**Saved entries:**

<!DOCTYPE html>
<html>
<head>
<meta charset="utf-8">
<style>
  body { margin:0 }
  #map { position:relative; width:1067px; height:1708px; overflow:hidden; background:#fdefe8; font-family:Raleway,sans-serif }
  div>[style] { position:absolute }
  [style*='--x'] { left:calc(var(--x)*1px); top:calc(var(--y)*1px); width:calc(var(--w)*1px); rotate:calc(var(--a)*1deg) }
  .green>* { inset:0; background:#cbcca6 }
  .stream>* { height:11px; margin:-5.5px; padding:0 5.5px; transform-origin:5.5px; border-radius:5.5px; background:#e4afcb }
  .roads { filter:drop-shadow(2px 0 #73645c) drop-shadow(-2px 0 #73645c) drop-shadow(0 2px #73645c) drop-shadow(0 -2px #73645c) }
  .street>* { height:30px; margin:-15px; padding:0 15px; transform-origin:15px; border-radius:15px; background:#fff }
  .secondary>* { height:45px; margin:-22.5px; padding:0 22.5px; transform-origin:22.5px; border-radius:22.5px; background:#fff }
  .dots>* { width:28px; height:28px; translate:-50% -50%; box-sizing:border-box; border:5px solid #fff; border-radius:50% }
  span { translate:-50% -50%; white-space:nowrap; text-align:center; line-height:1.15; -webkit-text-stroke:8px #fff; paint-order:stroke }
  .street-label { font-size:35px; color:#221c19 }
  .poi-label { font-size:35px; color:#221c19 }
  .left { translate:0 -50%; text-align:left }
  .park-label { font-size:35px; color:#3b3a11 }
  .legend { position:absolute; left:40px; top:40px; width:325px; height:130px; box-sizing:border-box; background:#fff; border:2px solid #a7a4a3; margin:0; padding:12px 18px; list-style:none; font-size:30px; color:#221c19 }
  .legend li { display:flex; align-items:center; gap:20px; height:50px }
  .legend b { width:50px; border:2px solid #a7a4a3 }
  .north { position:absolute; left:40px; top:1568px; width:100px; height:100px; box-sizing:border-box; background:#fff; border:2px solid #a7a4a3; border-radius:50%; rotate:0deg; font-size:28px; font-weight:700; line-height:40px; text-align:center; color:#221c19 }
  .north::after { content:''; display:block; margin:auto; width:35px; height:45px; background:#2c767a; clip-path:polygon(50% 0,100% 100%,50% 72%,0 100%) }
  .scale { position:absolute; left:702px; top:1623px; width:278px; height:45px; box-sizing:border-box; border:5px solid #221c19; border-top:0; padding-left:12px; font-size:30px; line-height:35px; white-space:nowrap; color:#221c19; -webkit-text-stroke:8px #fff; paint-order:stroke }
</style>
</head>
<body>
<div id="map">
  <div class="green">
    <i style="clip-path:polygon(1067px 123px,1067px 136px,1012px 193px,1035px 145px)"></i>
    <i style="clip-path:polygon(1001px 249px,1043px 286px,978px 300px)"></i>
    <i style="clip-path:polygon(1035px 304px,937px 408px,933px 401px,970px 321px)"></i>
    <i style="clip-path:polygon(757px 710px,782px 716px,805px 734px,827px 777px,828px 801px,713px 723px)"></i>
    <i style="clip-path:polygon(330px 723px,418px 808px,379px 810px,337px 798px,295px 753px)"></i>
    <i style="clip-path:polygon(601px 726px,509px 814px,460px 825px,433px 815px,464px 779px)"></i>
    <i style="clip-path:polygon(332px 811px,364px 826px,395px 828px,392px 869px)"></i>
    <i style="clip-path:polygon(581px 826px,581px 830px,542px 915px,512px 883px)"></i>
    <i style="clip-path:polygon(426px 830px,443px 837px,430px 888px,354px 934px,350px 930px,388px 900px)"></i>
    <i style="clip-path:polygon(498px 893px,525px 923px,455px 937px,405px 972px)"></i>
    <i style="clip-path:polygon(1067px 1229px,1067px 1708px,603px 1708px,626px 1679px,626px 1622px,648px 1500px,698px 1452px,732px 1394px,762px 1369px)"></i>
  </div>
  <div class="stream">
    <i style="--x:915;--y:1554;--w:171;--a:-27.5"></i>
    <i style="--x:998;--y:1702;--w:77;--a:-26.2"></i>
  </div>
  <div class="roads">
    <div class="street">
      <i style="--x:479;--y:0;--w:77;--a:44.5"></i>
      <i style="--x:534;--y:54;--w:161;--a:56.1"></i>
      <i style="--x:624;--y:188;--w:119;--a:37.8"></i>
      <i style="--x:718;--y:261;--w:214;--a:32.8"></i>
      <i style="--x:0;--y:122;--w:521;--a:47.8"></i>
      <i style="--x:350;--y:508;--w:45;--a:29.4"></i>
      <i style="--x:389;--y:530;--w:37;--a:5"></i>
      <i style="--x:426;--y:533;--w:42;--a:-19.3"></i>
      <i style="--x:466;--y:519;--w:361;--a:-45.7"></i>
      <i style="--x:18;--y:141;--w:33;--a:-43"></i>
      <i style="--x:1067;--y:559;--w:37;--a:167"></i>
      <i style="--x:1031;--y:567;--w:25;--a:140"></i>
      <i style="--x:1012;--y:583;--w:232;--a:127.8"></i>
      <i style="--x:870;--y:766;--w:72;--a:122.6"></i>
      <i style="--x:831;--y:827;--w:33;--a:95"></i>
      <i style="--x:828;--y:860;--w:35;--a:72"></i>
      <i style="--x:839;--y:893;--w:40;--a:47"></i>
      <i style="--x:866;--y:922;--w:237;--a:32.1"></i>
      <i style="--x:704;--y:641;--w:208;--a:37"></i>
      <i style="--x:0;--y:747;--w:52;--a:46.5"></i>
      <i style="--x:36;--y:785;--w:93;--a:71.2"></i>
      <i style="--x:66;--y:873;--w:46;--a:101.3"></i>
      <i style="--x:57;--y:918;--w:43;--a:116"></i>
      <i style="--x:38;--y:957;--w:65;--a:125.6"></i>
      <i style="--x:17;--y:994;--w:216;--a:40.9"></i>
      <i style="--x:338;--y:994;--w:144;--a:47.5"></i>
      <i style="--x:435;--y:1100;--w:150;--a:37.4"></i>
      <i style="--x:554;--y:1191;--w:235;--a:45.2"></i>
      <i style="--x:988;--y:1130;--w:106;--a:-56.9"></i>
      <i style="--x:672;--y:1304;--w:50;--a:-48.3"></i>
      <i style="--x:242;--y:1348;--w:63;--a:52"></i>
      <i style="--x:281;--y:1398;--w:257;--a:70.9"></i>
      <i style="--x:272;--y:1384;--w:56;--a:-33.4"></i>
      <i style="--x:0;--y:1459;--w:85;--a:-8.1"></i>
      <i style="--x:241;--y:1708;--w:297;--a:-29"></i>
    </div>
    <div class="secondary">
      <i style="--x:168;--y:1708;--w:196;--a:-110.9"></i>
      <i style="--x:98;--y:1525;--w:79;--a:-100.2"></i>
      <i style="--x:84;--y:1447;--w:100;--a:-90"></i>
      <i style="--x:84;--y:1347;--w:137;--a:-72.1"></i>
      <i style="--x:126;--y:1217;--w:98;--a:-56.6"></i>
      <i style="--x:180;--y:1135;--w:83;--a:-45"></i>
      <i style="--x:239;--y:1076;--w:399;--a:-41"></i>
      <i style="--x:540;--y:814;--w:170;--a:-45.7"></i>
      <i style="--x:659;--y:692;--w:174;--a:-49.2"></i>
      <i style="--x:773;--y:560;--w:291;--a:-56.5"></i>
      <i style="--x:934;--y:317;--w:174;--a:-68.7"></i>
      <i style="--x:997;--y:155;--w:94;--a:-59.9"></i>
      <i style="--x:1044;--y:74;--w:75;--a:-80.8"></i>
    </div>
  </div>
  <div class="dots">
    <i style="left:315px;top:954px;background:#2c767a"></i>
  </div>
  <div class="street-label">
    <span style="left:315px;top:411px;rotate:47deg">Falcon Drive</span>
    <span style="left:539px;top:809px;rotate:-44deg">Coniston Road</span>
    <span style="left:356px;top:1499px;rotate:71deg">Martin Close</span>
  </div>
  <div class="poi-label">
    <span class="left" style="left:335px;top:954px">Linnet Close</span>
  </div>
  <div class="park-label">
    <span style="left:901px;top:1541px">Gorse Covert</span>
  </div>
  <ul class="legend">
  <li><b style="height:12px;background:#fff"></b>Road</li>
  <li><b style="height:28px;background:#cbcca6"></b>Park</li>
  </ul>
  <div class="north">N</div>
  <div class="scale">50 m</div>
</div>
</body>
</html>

**DIRECTIONS FOR THIS TASK:**
Each line in which the string "stream" is found must be copied from the data.

**TASK RESULT:**
  .stream>* { height:11px; margin:-5.5px; padding:0 5.5px; transform-origin:5.5px; border-radius:5.5px; background:#e4afcb }
  <div class="stream">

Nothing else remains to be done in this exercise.